Борис Зубавин – От рассвета до полудня [повести и рассказы] (страница 78)
— Ты пойми, дурья твоя башка, что он не куда-нибудь, а к нам пришел, — слышался за дверью непреклонный голос Валюши. — В клуб! Стоит и весь дрожит от холода, как описано в старинном рождественском стихе. Девчонки-билетерши увидели, прибегают ко мне, всполошились: Женька Свиблов возле клуба топчется! Вот и давай с тобой логически разбираться что к чему.
— Это ваша воля, только я думаю, что в таких случаях не особенно стоит играть на чувствах сострадания.

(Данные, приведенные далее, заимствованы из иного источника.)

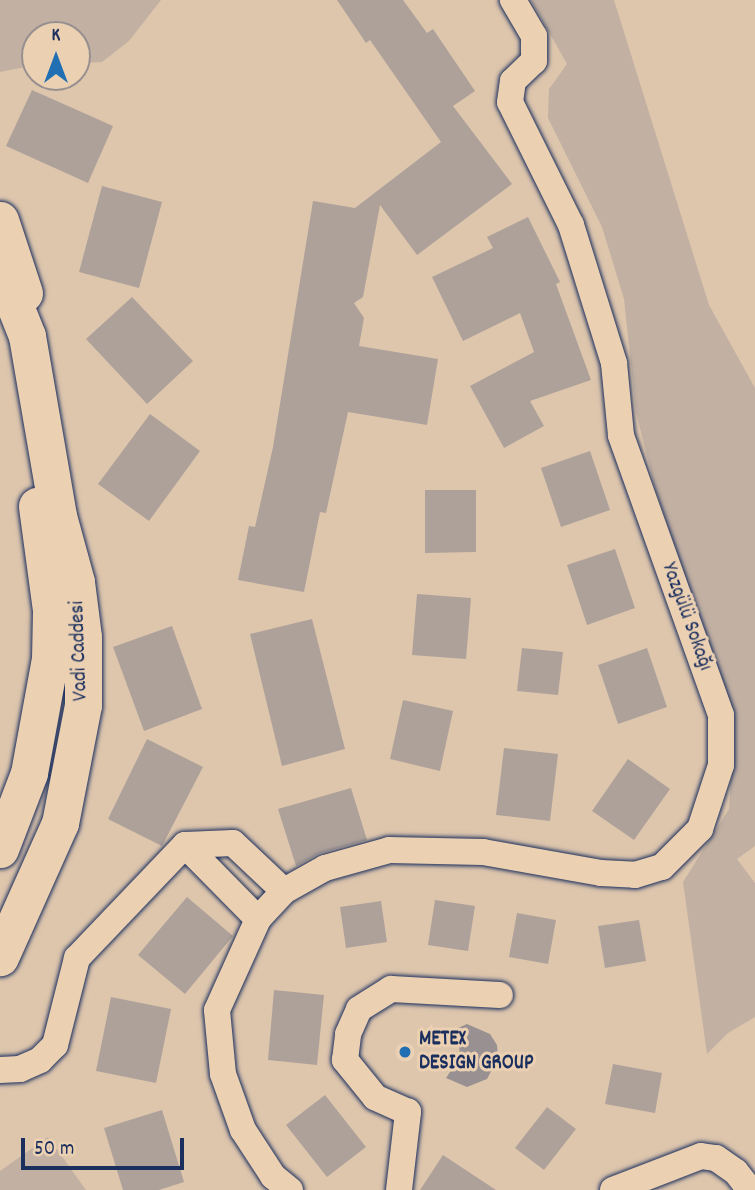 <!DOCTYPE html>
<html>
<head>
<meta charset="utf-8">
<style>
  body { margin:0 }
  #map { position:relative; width:755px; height:1190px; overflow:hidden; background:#dec6ad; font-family:Dekko,sans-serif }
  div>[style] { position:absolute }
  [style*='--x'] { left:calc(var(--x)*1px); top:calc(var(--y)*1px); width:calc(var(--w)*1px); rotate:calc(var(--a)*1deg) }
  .green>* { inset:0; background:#c2b0a2 }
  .water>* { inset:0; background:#999191 }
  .building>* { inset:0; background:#aea19a }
  .roads { filter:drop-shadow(0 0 2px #1b2f5e) drop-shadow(0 0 2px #1b2f5e) }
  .minor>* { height:26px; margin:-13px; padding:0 13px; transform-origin:13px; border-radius:13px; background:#ebd0b2 }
  .secondary>* { height:37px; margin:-18.5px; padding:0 18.5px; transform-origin:18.5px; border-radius:18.5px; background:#ebd0b2 }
  .dots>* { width:19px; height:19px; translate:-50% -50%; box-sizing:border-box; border:4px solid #ebd0b2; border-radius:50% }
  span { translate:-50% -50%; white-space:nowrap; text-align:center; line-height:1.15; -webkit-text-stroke:6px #ebd0b2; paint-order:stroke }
  .street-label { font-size:21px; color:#1b2f5e }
  .poi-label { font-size:21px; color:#1b2f5e; font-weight:700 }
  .left { translate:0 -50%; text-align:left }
  .north { position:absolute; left:21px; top:21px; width:70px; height:70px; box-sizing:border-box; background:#ebd0b2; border:2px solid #989090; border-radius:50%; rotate:0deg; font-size:19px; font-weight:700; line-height:28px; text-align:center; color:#1b2f5e }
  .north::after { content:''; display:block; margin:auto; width:24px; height:32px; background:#1f6fb2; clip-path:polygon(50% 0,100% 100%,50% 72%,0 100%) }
  .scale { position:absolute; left:21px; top:1138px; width:163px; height:32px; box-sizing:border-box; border:4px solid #1b2f5e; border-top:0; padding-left:9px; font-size:21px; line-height:24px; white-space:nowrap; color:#1b2f5e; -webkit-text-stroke:5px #ebd0b2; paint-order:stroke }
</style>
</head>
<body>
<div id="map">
  <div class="green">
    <i style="clip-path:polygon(0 0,161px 0,129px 41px,102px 62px,77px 63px,77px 35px,35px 35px,35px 65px,0 72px)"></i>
    <i style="clip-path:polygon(531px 0,614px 0,709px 305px,755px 388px,755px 846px,737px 859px,755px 883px,755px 1017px,728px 1033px,707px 1054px,683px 882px,729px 809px,734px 720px,655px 488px,636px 412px,624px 299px,602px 227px,548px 118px,549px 89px,567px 64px)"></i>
    <i style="clip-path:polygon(48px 1137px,86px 1190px,0 1190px,0 1171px)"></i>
  </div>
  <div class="water">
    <i style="clip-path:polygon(467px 1024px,490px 1034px,497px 1045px,498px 1058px,487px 1079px,467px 1087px,446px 1078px,460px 1057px,459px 1044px,449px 1032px)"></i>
  </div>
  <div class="building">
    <i style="clip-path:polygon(337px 0,403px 0,427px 33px,433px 29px,475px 91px,453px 106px,512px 184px,417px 255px,380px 205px,363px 297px,354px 303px,364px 318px,359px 346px,438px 359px,427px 425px,348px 412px,326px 513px,320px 512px,304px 592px,238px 580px,249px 526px,255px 527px,273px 447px,313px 201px,355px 208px,441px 142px,370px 40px,366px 43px)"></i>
    <i style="clip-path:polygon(32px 90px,113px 126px,88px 183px,6px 146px)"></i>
    <i style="clip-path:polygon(102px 186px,162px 202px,139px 288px,79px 272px)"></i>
    <i style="clip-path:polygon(528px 217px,560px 282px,556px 284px,591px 380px,530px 401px,544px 426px,504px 448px,470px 386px,534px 352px,520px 313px,463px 341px,432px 277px,493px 248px,487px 237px)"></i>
    <i style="clip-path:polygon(132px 297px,193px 361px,147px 404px,86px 339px)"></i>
    <i style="clip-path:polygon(150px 414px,200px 451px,149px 521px,98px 484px)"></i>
    <i style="clip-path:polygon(590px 451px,610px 510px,561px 527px,541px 468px)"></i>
    <i style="clip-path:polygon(425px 490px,476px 490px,476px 552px,425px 553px)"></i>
    <i style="clip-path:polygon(615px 549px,635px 608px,587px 625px,567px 565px)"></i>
    <i style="clip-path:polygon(417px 594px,471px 598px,466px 659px,412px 655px)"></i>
    <i style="clip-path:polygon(312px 619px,345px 749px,282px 766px,250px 634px)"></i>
    <i style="clip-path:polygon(172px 626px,202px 709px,144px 731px,113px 647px)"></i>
    <i style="clip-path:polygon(522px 648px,563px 652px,558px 695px,517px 691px)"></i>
    <i style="clip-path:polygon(647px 648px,667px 707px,618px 724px,598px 665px)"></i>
    <i style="clip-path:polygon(403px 700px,453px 711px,440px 771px,390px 759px)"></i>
    <i style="clip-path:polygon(147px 739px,203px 767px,162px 846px,108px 819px)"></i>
    <i style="clip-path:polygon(504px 748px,558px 754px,550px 821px,496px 815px)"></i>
    <i style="clip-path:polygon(628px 759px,670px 789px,634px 840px,592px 811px)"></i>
    <i style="clip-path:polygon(351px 788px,367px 840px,320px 853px,296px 866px,278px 809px)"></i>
    <i style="clip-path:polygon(187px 897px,233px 936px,185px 994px,138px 955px)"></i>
    <i style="clip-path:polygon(435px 900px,475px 906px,468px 951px,428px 945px)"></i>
    <i style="clip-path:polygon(381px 901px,387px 942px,346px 948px,340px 907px)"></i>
    <i style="clip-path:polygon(517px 913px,556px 920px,548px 964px,509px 957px)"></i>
    <i style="clip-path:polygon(639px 920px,646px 961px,605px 968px,598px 926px)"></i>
    <i style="clip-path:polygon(274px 990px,324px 995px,317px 1065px,268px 1060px)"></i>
    <i style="clip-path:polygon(111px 997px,171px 1009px,156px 1083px,96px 1071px)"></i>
    <i style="clip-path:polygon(613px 1064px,662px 1073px,655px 1113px,605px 1104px)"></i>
    <i style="clip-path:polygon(325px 1095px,366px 1147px,327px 1177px,286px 1125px)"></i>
    <i style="clip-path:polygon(547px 1107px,576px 1129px,544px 1170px,515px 1148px)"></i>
    <i style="clip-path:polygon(162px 1110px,184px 1182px,159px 1190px,123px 1190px,104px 1128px)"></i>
    <i style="clip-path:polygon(443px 1155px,496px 1190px,420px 1190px)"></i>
  </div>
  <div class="roads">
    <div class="minor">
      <i style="--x:185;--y:845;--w:48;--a:-2.4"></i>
      <i style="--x:233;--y:843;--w:70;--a:43.3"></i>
      <i style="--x:185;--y:845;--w:104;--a:45.4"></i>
      <i style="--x:0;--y:1070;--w:20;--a:-3"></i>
      <i style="--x:20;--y:1069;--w:22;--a:-24"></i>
      <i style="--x:40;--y:1060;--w:21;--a:-45"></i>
      <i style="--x:55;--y:1045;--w:90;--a:-75.8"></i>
      <i style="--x:77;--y:958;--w:156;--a:-46.3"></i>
      <i style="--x:290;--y:1190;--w:22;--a:-141"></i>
      <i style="--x:273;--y:1176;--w:55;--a:-123.1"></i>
      <i style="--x:243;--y:1130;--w:59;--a:-109.7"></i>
      <i style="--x:223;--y:1074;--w:64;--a:-95.4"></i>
      <i style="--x:217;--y:1010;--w:100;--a:-65.7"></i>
      <i style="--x:258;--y:919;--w:38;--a:-47"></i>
      <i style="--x:284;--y:891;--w:47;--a:-29.3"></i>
      <i style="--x:325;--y:868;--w:66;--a:-15.7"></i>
      <i style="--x:389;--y:850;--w:94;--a:1.2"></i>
      <i style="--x:483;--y:852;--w:120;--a:10.1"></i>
      <i style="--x:601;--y:873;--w:34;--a:3"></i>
      <i style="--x:635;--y:875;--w:28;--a:-17"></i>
      <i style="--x:662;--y:867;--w:54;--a:-45"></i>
      <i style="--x:700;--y:829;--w:67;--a:-71.8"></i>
      <i style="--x:721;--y:765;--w:50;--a:-90"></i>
      <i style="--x:721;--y:715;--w:297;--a:-109.7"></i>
      <i style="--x:621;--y:435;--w:72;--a:-95.6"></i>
      <i style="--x:614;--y:363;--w:145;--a:-107.3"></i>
      <i style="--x:571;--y:225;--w:137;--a:-116.4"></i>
      <i style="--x:510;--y:102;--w:21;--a:-82"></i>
      <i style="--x:513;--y:81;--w:29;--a:-44"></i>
      <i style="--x:534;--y:61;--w:25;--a:-90"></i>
      <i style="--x:534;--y:36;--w:42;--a:-120.3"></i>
      <i style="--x:399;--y:1190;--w:79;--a:-83.4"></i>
      <i style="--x:408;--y:1112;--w:36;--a:-156"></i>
      <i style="--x:375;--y:1097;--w:48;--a:-129"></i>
      <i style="--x:345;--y:1060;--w:26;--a:-83"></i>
      <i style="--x:348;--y:1034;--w:27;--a:-66"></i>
      <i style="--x:359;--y:1009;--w:38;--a:-32"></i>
      <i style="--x:391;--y:989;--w:109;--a:3.2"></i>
      <i style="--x:613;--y:1190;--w:94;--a:-21.1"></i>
      <i style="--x:701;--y:1156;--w:15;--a:8"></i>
      <i style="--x:716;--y:1158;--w:24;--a:35"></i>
      <i style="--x:736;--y:1172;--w:23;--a:52"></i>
    </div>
    <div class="secondary">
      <i style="--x:0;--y:220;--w:77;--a:71.8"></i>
      <i style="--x:0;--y:268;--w:73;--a:68.3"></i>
      <i style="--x:27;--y:336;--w:183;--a:80.2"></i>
      <i style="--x:58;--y:516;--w:68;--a:74.7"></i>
      <i style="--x:76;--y:582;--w:55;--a:82.7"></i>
      <i style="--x:83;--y:637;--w:68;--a:90"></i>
      <i style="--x:83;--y:705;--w:120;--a:101"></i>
      <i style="--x:60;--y:823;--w:147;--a:114.1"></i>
      <i style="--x:0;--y:849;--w:81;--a:-69.1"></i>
      <i style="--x:29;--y:773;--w:116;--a:-79.6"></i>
      <i style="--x:50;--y:659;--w:49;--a:-88.8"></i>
      <i style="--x:51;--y:610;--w:105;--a:-97.7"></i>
    </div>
  </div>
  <div class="dots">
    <i style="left:405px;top:1052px;background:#1f6fb2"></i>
  </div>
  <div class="street-label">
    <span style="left:686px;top:617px;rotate:70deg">Yazgülü Sokağı</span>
    <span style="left:80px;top:651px;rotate:-92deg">Vadi Caddesi</span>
  </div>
  <div class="poi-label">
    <span class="left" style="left:419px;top:1052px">METEX<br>DESIGN GROUP</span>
  </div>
  <div class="north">K</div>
  <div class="scale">50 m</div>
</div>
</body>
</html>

Женьке невмоготу стало слышать их голоса. Все стало обидным и горьким, так что в горле прихватило. И все вдруг померкло и притушилось вкруг него: музыка, неистово гремевшая в зале, шум, смех двигавшейся мимо него нарядной толпы, ряженые, бегущий, мерцающий свет гирлянд… Все, все, еще какое-нибудь мгновение назад так остро, радостно и взволнованно воспринимавшееся разумом и душою его, все пропало, сгинуло, и он вновь будто бы остался один средь людей. Он уже ничего не видел, не слышал, не ощущал и, попятясь от двери, понуро побрел к вешалке. Одно ему было сейчас очень определенно ясно: что самое лучшее — уйти отсюда и не портить своим присутствием праздника людям, тому же солисту хора Котику, который так встревожился, узнав, что Валентина Прокофьевна впустила Женьку в клуб.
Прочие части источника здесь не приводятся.